The New York Times reports that Acadia Healthcare, which provides methadone to addicts at 165 for-profit methadone clinics across the country, including Anchorage, has a business model built on deception.
Acadia is a for-profit company that is built on volume and that earned $1.3 billion in revenue since 2022, providing methadone, counseling, drug testing, and other services.
“But Acadia often fails to provide that counseling, according to five dozen current and former employees in 22 of the 33 states where the company has clinics. Instead, employees at times falsify the medical records that Acadia uses to bill insurers, according to the employees and internal emails,” the New York Times reported.

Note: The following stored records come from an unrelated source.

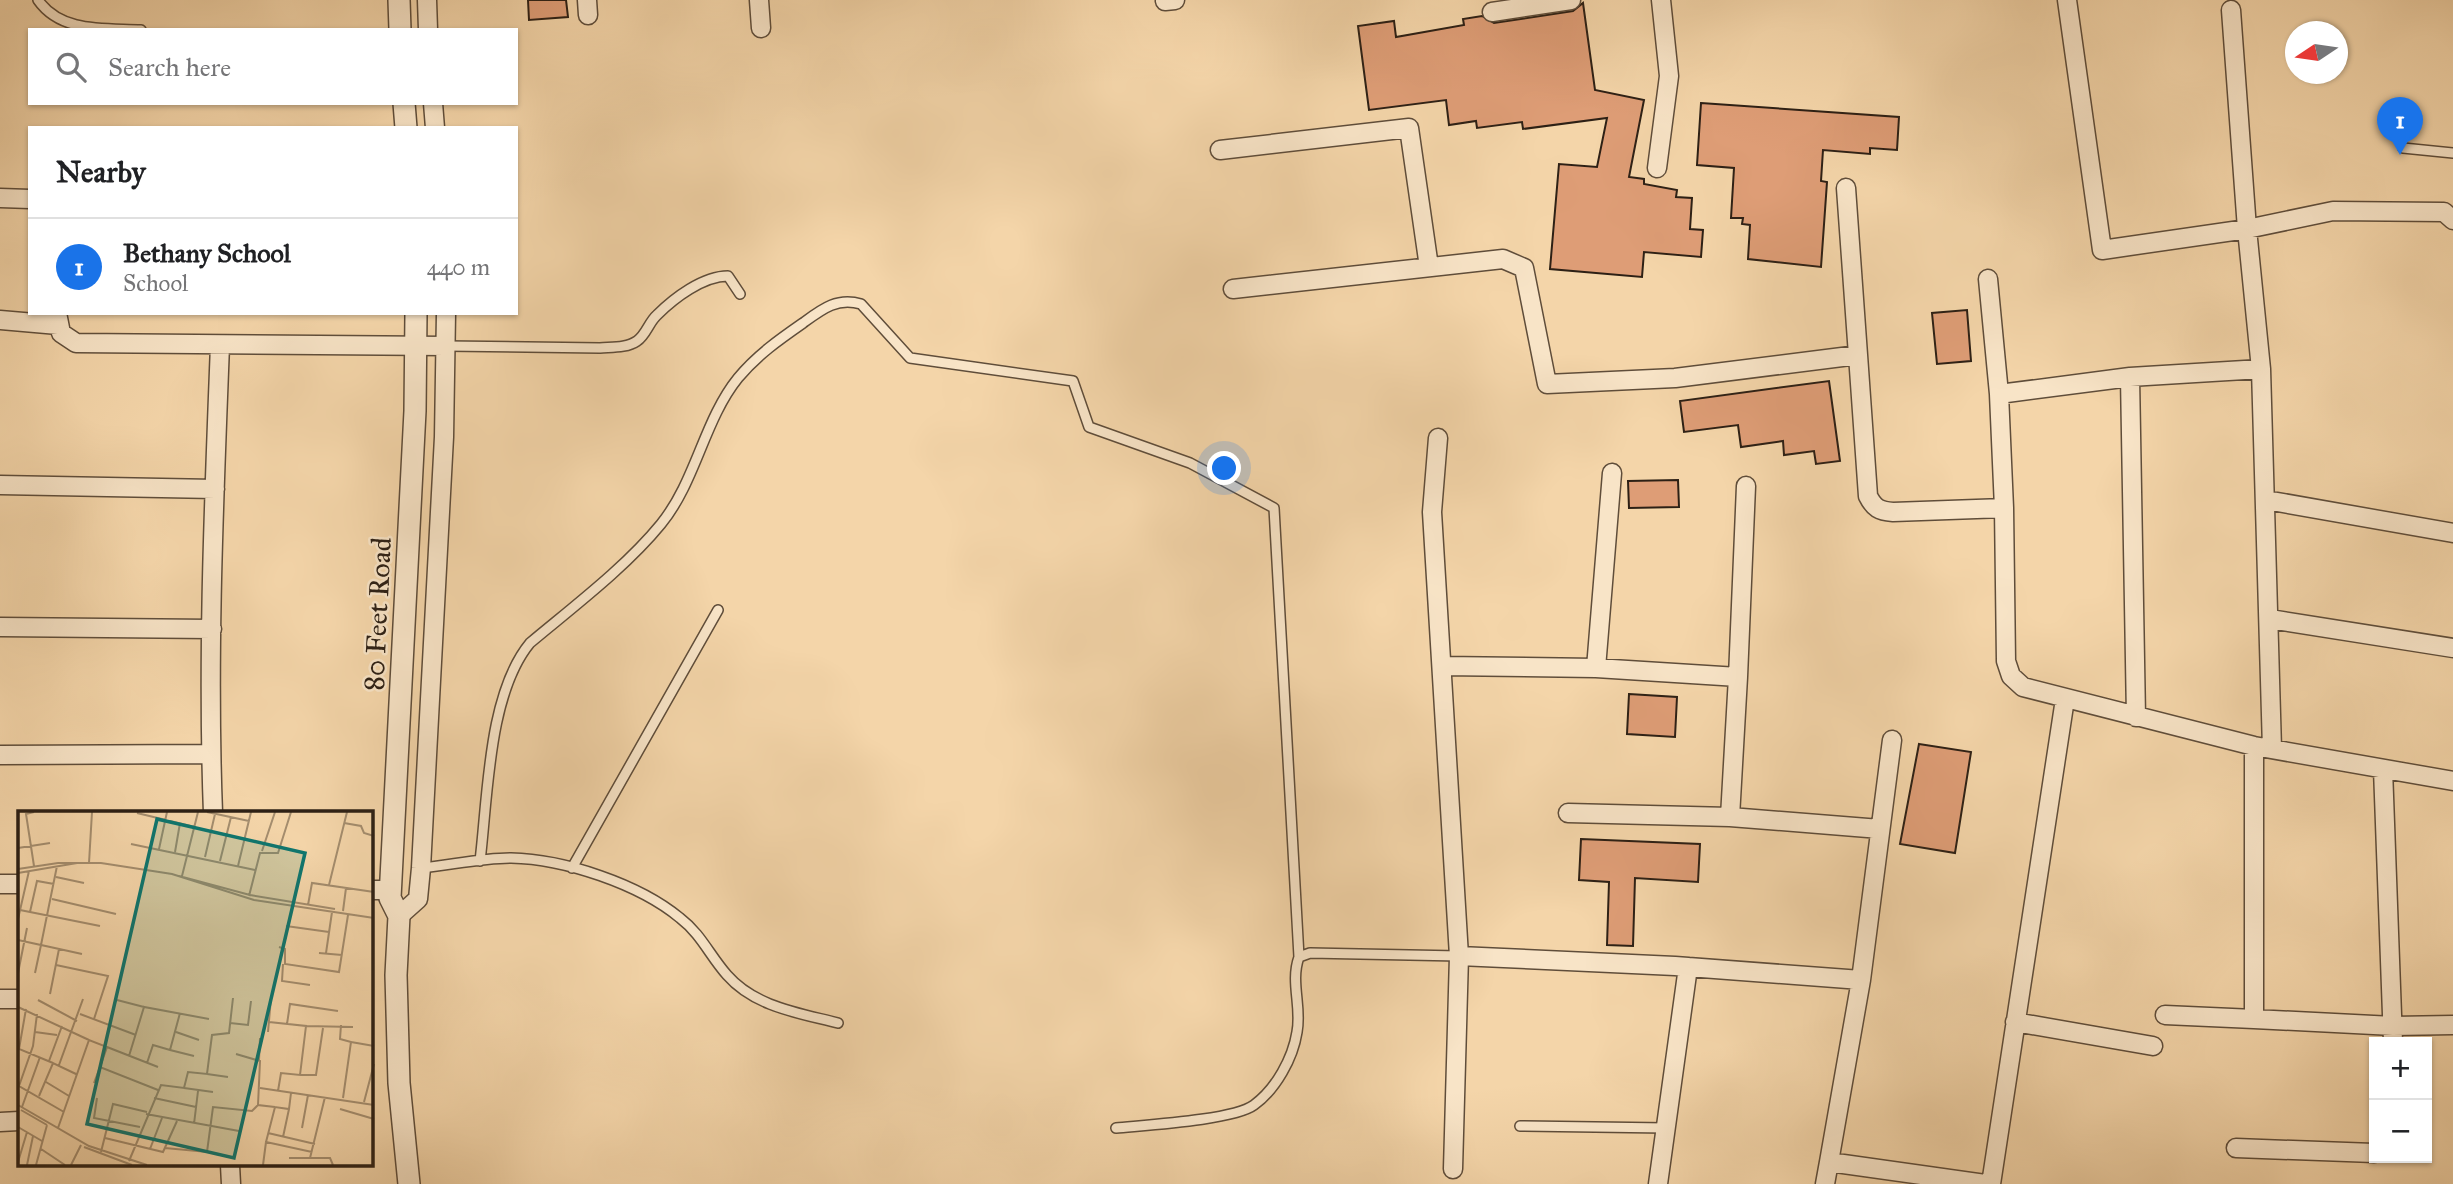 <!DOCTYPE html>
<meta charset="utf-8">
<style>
body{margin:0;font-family:"IM FELL Great Primer",serif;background:#f6f6f6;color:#202124}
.controls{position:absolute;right:21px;bottom:21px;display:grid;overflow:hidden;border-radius:0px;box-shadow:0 2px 5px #0004}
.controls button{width:63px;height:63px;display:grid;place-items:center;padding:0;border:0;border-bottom:2px solid #e0e0e0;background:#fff;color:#202124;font:35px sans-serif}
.compass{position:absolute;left:2285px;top:21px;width:63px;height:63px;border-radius:50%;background:#fff;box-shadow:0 2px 5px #0004;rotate:257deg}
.you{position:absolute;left:1225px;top:469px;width:24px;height:24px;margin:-18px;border:5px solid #fff;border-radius:50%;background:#1a73e8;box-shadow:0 0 0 10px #1a73e833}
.badge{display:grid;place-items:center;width:46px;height:46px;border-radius:50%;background:#1a73e8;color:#fff;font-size:23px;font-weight:700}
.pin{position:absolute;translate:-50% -58px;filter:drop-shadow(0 2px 4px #0008)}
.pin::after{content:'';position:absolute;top:37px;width:24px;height:21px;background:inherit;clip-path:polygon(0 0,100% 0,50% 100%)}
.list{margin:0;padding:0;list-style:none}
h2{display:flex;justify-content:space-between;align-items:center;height:91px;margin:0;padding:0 28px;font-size:30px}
h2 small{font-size:23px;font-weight:400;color:#757577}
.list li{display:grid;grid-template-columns:46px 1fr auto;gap:21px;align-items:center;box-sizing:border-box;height:98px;padding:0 28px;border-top:2px solid #e0e0e0}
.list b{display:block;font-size:26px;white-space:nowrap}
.list p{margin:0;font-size:23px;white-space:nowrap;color:#757577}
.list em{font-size:23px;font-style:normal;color:#757577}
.icon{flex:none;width:38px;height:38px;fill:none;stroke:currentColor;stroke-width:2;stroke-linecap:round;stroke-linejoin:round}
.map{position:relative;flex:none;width:2453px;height:1184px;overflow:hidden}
.search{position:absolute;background:#fff;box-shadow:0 2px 5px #0004;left:28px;top:28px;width:490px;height:77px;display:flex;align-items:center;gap:18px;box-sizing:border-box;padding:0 24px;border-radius:0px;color:#757577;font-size:26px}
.panel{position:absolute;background:#fff;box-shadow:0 2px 5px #0004;left:28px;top:126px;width:490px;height:189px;border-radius:0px}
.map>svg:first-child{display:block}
.building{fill:#de9d76;stroke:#2d2015;stroke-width:2}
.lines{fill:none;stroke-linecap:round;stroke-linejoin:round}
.service-casing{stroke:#5f4d3a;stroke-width:12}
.minor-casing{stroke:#5f4d3a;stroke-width:21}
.tertiary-casing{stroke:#5f4d3a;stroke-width:24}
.service{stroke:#f8e4c7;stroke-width:9}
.minor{stroke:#f8e4c7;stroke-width:18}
.tertiary{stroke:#f8e4c7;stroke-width:21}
.labels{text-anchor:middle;stroke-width:5;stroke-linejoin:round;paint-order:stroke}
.street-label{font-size:28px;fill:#2d2015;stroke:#f8e4c7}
.inset-road{fill:none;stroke:#a48d6e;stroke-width:2}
.view{fill:#0f766e;fill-opacity:0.15;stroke:#0f766e;stroke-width:3.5}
.inset-edge{fill:none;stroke:#2d2015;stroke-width:3.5}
</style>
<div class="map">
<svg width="2453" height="1184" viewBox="0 0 2453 1184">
<rect width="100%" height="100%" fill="#f4d5a9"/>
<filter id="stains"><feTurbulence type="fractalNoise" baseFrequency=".00286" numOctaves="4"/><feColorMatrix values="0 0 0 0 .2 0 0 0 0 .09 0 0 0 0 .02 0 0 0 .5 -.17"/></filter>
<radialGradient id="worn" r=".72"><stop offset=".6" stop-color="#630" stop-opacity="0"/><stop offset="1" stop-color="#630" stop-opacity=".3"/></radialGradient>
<!-- building -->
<path class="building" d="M528 0H566L568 17 529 20Z
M1583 3 1595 90 1644 100 1629 177 1644 179V184L1677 190 1676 197 1692 198 1690 229 1703 230 1701 257 1644 252 1642 277 1550 269 1559 164 1597 167 1607 118 1523 129 1522 122 1477 128 1476 121 1449 125 1446 100 1369 110 1358 26 1394 21 1396 37 1464 25 1463 19 1482 16 1494 23 1573 11Z
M1701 103 1899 117 1897 150 1870 148V154L1823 150 1821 181 1827 182 1821 267 1748 259 1750 225 1742 224 1743 218H1731L1734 168 1697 165Z
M1967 310 1971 361 1937 364 1932 313Z
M1829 381 1840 461 1816 464 1814 451 1784 455 1783 441 1741 447 1738 425 1684 432 1680 401Z
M1678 480 1679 507 1629 508 1628 481Z
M1629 694 1677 697 1675 737 1627 734Z
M1919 744 1971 752 1955 853 1900 844Z
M1581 839 1700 844 1698 882 1635 878 1633 946 1607 945 1609 882 1579 880Z"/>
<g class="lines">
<defs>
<path id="service" d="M38 0C61 33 104 28 141 30
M2403 148 2453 153
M446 346 600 348C612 347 627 348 637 341 646 335 649 322 657 315 674 298 703 276 728 276L740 294
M480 861C488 796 488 694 530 643 573 607 626 567 661 524 696 481 704 420 738 378 757 355 780 339 803 323 822 309 837 297 861 304L910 358 1073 381 1089 427 1190 463 1274 508 1299 957
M421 868C451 865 482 858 511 858 564 859 639 884 680 918 701 934 710 956 727 975 755 1007 799 1013 838 1023
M572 868 718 610
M1520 1126 1666 1128
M1116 1128C1146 1125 1234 1120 1254 1105 1276 1089 1293 1058 1297 1032 1302 1007 1290 982 1299 957L1310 953 1459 956"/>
<path id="minor" d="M427 0 428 30
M587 0 588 15
M759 0 761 28
M2067 0 2102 250 2247 229 2333 211 2444 212 2453 220
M1165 1 1175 0
M2231 10 2247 229 2261 369 2272 749
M1492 12 1571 0
M433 103 435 128
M1220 150 1409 128 1429 267
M1657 168 1669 76 1661 0
M1846 188 1858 355
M0 198 30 199
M1988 279 1999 394 2004 508
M1233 289 1503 259 1524 268 1547 384 1675 378 1858 355 1868 496C1874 508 1879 511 1893 512L2004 508 2006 661 2011 676 2023 687 2254 746 2453 781
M57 313 61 333 76 343 446 346
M0 320 58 325
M2130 377 2136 717
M1999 394 2130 377 2261 369
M1438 438 1432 512 1459 956 1675 966 1861 980
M0 485 215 489
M2266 500 2453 533
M2270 619 2453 648
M0 627 212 629
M1442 666 1596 668 1738 677 1730 817 1880 829
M1596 668 1612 473
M1738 677 1746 486
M2254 746V1019L2393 1026 2453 1025
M0 755 211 754
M2383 769 2393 1042
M213 813C207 657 214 501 220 345
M1568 813 1730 817
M0 884H19
M371 890H391
M399 916 418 899 421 868 444 437 446 313
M0 999H19
M2165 1015 2254 1019
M2015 1022 2153 1046
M0 1122 19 1121
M2236 1148 2374 1153
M1829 1162 1861 980 1892 740
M230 1165 231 1184
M1453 1169 1459 956
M1658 1184 1688 967
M1825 1184 1829 1162 1985 1184
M1991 1184 2065 699"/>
<path id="tertiary" d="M399 0 400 30
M404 103 406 128
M409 1184 399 1083 396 975 399 916 390 898 415 411 416 313"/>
</defs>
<!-- service casing -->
<use href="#service" class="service-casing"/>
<!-- minor casing -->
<use href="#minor" class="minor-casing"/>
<!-- tertiary casing -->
<use href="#tertiary" class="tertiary-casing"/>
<!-- service -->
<use href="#service" class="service"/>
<!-- minor -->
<use href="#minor" class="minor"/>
<!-- tertiary -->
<use href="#tertiary" class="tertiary"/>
</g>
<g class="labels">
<!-- street labels -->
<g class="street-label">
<text transform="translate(377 614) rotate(-87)" y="10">80 Feet Road</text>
</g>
</g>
<!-- overview -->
<g transform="translate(18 811)">
<rect width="355" height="355" fill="#f4d5a9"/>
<path class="inset-road" d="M189 1 231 10M119 2 177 16M326 12 343 15 346 22 356 25M113 33 237 59M0 37 32 32M141 38 149 1M244 40 257 1M157 41 162 12M187 46 197 3M202 50 213 6M71 52 74 1M16 55 8 3 16 1M220 55 233 1M0 58 40 52H83L154 63 236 89 356 107M0 62 59 52M161 65 232 84 317 98M164 65 180 1M38 66 66 72M311 74 329 1M231 85 242 42H260L273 1M34 88 98 103M290 94 294 72 356 81M2 99 82 115M325 100 328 77M12 101 19 70 36 73M0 108 11 60M268 115 311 121M0 129 23 134 39 55M261 136 267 138V153L321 161 330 104M301 142 324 144M308 142 314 101M265 153 264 170 292 174M38 154 90 165 76 208M0 162 9 117M17 162 23 134 64 143M32 183 41 138M20 189 59 210M99 189 126 196M0 196 71 229M8 198 1 238 35 252M19 203 15 235 1 275 46 301M62 203 118 224M251 211 288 215 282 264 263 262 260 280M212 212 230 214 233 190M269 213 272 193 320 200M323 214 322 228 333 231 325 287M288 215 335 216M17 221 39 224M158 221 181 229M250 221 253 187M333 231 356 235M89 236 140 256M152 239 176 245M218 243 242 250 240 294 257 296M111 245 126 196 191 208M241 249 242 227M31 250 44 215M129 252 135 234 152 239 162 202M41 254 65 188M189 263 210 266M282 264H298L305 217M28 271 51 285M76 272 82 256 140 279M166 277 195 281M242 277 356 294M273 282 271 298 257 296 248 331 294 341M21 285 35 252 58 263M79 287 76 307 122 316M136 287 178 296M346 291 356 253M0 294 71 335 129 354M4 296 22 246M322 298 356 308M3 299 29 314M128 303 221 320M176 313 180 280M0 316 24 330M40 317 71 229 89 236 82 256M284 317 290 284M250 322 297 333M265 326 271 298M87 327 145 341 159 310M66 336 114 354M147 337 189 341 195 296 234 300 240 294M23 338 47 354M132 338 144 307M83 341 95 293 129 301M271 347H312L315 354M292 347 307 286M111 350 143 274 166 277 170 261 189 263 194 224 211 222 215 187M0 351 9 321M9 354 15 325M18 354 29 314M53 354 63 334M245 354 248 331"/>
<path class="view" d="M139 8 287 42 216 347 69 313Z"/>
<rect width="355" height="355" class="inset-edge"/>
</g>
<rect width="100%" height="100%" filter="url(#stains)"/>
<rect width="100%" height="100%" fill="url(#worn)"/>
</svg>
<div class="controls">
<button>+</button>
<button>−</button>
</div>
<svg class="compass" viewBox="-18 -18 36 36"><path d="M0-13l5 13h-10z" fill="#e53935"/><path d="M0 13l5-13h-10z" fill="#757577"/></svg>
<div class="you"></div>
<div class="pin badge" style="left:2400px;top:155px">1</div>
<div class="search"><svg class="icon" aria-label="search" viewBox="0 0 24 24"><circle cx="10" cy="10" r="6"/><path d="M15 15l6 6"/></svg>Search here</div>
<section class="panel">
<h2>Nearby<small></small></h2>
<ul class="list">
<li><span class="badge">1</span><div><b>Bethany School</b><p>School</p></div><em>440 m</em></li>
</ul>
</section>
</div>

“Sometimes a counseling session recorded in a patient’s medical chart is simply a chance encounter. For example, medical records for a patient in Iowa show she had a 40-minute counseling session in December 2023, but the patient said in an interview that it was actually a hallway chat that lasted less than five minutes,” the newspaper reported. “Its counselors carry caseloads that are sometimes more than double the limit set by state regulators, according to employees and inspection records.”
The directors of the clinics can get bonuses based on the number of patients they enroll, which may have encouraged directors to treat people who are not actually addicted to opioids, but are addicted to other drugs that are typically not treated by methadone. In these instances, clients may be using the methadone to get high.
“With so many patients, the clinics can become assembly lines, offering little more than a cup of methadone,” the newspaper reports.